Myasthenia gravis and lambert-eaton myasthenic syndrome
Myasthenia gravis
The incidence of myasthenia gravis (MG), an autoimmune disease of the neuromuscular junction, is 1:20,000 in the adult population and higher in patients with other autoimmune diseases, such as thyroiditis and rheumatoid arthritis.
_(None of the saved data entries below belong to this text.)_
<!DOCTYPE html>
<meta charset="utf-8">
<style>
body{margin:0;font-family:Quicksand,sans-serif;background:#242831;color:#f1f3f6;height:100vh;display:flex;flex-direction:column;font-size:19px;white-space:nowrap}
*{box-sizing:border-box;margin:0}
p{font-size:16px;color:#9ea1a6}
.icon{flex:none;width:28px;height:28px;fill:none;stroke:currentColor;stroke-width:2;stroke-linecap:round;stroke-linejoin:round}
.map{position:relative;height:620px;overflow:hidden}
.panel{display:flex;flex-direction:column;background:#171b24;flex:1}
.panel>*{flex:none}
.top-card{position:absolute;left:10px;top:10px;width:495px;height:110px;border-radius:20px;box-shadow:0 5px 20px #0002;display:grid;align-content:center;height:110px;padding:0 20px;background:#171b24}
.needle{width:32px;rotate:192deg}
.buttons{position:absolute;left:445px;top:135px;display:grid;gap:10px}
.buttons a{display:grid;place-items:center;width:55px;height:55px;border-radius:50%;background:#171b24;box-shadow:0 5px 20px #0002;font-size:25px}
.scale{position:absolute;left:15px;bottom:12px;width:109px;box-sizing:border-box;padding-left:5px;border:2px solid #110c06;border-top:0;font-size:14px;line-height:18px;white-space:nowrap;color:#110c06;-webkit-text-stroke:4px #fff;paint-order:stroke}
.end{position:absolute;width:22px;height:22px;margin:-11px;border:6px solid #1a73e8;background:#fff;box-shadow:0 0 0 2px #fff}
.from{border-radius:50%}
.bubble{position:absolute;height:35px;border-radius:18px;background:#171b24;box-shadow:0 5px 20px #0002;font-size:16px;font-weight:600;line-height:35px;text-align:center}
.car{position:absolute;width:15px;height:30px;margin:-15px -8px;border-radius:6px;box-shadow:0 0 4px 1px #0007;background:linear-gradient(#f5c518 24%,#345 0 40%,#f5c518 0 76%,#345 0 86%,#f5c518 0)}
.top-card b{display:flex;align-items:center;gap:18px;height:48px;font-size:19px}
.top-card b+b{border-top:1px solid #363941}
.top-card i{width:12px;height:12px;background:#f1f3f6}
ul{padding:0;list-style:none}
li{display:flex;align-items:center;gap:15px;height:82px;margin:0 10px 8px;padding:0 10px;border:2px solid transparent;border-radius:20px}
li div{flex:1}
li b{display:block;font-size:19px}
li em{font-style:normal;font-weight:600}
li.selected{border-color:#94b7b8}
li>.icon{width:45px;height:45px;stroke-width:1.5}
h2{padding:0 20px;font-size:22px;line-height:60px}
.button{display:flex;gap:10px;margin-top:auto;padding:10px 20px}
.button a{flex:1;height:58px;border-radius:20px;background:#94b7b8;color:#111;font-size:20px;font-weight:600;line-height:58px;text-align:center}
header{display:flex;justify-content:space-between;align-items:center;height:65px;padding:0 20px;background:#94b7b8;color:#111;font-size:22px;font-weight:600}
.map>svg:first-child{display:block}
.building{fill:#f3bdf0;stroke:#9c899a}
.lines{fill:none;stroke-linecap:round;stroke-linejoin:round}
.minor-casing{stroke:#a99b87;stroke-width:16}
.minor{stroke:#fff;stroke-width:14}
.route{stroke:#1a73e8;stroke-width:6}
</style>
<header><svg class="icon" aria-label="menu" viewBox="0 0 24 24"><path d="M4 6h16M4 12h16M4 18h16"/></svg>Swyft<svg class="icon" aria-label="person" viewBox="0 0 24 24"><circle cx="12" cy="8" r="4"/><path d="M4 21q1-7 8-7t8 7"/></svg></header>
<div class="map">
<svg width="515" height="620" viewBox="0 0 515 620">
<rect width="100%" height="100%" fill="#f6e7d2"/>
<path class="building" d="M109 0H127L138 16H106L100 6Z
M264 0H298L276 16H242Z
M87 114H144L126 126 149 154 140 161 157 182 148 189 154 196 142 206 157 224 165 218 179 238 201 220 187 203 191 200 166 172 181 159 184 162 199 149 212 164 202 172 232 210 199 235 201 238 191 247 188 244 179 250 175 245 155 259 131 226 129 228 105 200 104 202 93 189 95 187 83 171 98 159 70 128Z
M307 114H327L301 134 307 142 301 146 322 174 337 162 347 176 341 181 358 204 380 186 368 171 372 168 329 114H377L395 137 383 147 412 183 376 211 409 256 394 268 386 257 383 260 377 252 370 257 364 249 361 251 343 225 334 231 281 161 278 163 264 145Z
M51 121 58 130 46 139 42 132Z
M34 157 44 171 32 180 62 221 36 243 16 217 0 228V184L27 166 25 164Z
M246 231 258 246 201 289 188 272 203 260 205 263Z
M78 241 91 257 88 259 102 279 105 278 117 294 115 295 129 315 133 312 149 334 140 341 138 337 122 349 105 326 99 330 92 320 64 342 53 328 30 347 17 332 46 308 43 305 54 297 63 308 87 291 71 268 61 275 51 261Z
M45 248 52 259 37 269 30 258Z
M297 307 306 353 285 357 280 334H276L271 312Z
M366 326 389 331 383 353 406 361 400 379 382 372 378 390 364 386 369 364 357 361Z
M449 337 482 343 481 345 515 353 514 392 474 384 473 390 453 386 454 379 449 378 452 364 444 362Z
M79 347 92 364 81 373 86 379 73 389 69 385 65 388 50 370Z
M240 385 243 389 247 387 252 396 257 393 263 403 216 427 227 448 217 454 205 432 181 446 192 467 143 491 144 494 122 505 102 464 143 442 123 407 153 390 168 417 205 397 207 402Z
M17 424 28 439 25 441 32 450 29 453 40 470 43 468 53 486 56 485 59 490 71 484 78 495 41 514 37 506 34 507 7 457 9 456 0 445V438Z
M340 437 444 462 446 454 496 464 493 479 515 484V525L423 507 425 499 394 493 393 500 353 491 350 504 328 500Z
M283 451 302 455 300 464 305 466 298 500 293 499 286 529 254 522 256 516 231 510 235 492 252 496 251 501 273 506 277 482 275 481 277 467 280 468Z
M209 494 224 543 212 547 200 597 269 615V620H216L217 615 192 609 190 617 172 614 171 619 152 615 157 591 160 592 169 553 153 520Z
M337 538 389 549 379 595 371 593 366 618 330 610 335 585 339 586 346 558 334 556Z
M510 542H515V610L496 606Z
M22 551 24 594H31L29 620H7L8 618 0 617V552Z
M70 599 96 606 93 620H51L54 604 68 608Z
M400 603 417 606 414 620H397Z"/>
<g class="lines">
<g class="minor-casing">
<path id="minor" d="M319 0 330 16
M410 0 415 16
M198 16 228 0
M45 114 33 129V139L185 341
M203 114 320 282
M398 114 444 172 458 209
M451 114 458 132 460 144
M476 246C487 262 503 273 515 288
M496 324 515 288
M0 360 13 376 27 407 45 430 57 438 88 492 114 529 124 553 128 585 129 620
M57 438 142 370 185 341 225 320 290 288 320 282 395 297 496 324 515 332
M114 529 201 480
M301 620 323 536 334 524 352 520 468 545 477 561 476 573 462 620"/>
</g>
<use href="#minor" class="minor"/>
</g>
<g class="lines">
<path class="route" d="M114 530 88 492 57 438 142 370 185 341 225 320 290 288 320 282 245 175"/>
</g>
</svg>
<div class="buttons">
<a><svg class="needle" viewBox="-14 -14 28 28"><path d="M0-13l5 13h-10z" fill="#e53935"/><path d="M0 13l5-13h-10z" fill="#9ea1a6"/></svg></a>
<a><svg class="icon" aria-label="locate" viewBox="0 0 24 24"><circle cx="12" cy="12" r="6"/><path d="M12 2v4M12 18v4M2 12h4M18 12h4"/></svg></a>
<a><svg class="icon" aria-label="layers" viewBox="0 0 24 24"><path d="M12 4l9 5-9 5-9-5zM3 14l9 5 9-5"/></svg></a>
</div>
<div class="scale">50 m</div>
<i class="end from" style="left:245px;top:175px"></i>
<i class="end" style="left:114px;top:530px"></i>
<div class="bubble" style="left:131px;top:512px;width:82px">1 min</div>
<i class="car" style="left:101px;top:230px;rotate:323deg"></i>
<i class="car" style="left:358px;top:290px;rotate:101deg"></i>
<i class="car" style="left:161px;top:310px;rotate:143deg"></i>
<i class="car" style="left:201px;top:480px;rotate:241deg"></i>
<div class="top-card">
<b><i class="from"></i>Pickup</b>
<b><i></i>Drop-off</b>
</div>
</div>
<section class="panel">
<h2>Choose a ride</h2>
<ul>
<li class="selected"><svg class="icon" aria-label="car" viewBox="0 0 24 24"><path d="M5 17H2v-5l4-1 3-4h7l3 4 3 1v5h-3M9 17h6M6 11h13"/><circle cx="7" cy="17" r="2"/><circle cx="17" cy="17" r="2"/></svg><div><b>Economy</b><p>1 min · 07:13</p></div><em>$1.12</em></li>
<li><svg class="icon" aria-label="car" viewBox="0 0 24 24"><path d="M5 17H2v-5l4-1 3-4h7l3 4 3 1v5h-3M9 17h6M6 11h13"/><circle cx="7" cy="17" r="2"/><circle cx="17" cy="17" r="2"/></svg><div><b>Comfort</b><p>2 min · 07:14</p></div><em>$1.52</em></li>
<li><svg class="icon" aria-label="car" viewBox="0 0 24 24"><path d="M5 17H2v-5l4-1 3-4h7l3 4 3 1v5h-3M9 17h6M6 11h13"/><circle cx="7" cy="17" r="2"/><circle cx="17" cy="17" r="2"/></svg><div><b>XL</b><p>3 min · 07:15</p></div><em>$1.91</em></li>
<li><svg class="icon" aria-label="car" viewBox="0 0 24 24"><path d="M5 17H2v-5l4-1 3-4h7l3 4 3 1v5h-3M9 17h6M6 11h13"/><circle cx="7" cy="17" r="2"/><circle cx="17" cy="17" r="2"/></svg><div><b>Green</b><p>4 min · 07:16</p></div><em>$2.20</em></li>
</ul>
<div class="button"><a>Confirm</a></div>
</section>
Characterized by weakness of voluntary skeletal muscle, MG can be classified by age, etiology (Table 172-1), or the presence or absence of bulbar signs and symptoms because the muscles innervated by the cranial nerves are most frequently involved (Table 172-2).
Table 172-1
Subgroups or Types of Myasthenia Gravis
| Type | Description |
| Nonimmune | |
| Congenital myasthenic syndrome | Defects in proteins at the neuromuscular junction |
| Immune | |
| Neonatal myasthenia gravis | Transplacental passage of AChR antibodies |
| Juvenile myasthenia gravis | Onset before 18 years of age |
| Early-onset myasthenia gravis | Onset at 18 to 50 years of age |
| Late-onset myasthenia gravis | Onset after 50 years of age |
| Seronegative myasthenia gravis | No detectable AChR antibodies |
Table 172-2
Signs and Symptoms Associated with the Classes of Myasthenia Gravis
| Class | Signs and Symptoms |
| I | Any ocular muscle weakness |
| May have weakness of eye closure All other muscle strength is normal |
|
| II | Mild weakness affecting other than ocular muscles May also have ocular muscle weakness of any severity |
| III | Moderate weakness affecting other than ocular muscles May also have ocular muscle weakness of any severity |
| IV | Severe weakness affecting other than ocular muscles May also have ocular muscle weakness of any severity |
| V | Defined by requirement for intubation, with or without mechanical ventilation, except when used during routine postoperative management |
Pathophysiology
Circulating antibodies to acetylcholine (ACh) receptors (AChRs), which are found in 70% to 90% of patients with MG, are thought to reduce the number of functional AChRs via three different mechanisms: competitive blockade of AChRs; complement-mediated lysis of the receptor and muscle end plate, resulting in blocked access to the receptor; and increased destruction and decreased production of AChRs. The net effect of these mechanisms is a motor end plate with decreased surface area and decreased functional AChRs (Figure 172-1).